Raw data>
════════════════════
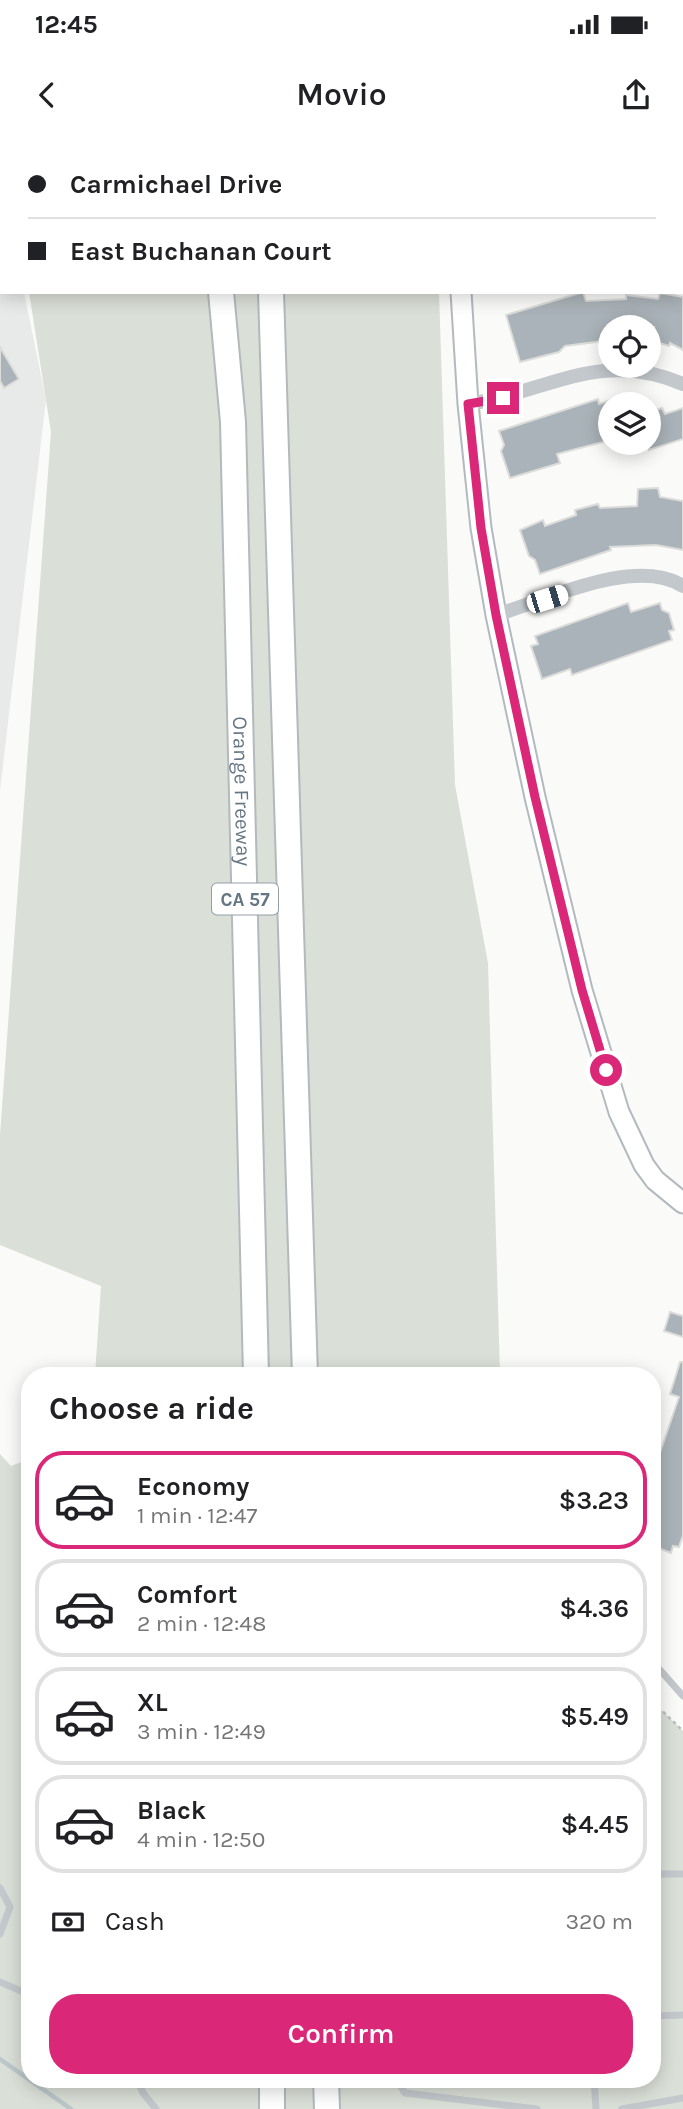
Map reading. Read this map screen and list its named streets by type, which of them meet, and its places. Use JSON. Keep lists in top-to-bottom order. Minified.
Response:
{"streets":{"highway":["Orange Freeway","CA 57"]},"page":{"status":"12:45","header":"Movio","banner":["Carmichael Drive","East Buchanan Court"],"heading":"Choose a ride","list":[{"name":"Economy","note":"1 min · 12:47","value":"$3.23"},{"name":"Comfort","note":"2 min · 12:48","value":"$4.36"},{"name":"XL","note":"3 min · 12:49","value":"$5.49"},{"name":"Black","note":"4 min · 12:50","value":"$4.45"}],"pay":["Cash","320 m"],"buttons":"Confirm"}}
════════════════════
Aim of the exercise>
The required output is the listing above reproduced exactly, pictures removed.

Reply to the task>
Map reading. Read this map screen and list its named streets by type, which of them meet, and its places. Use JSON. Keep lists in top-to-bottom order. Minified.
Response:
{"streets":{"highway":["Orange Freeway","CA 57"]},"page":{"status":"12:45","header":"Movio","banner":["Carmichael Drive","East Buchanan Court"],"heading":"Choose a ride","list":[{"name":"Economy","note":"1 min · 12:47","value":"$3.23"},{"name":"Comfort","note":"2 min · 12:48","value":"$4.36"},{"name":"XL","note":"3 min · 12:49","value":"$5.49"},{"name":"Black","note":"4 min · 12:50","value":"$4.45"}],"pay":["Cash","320 m"],"buttons":"Confirm"}}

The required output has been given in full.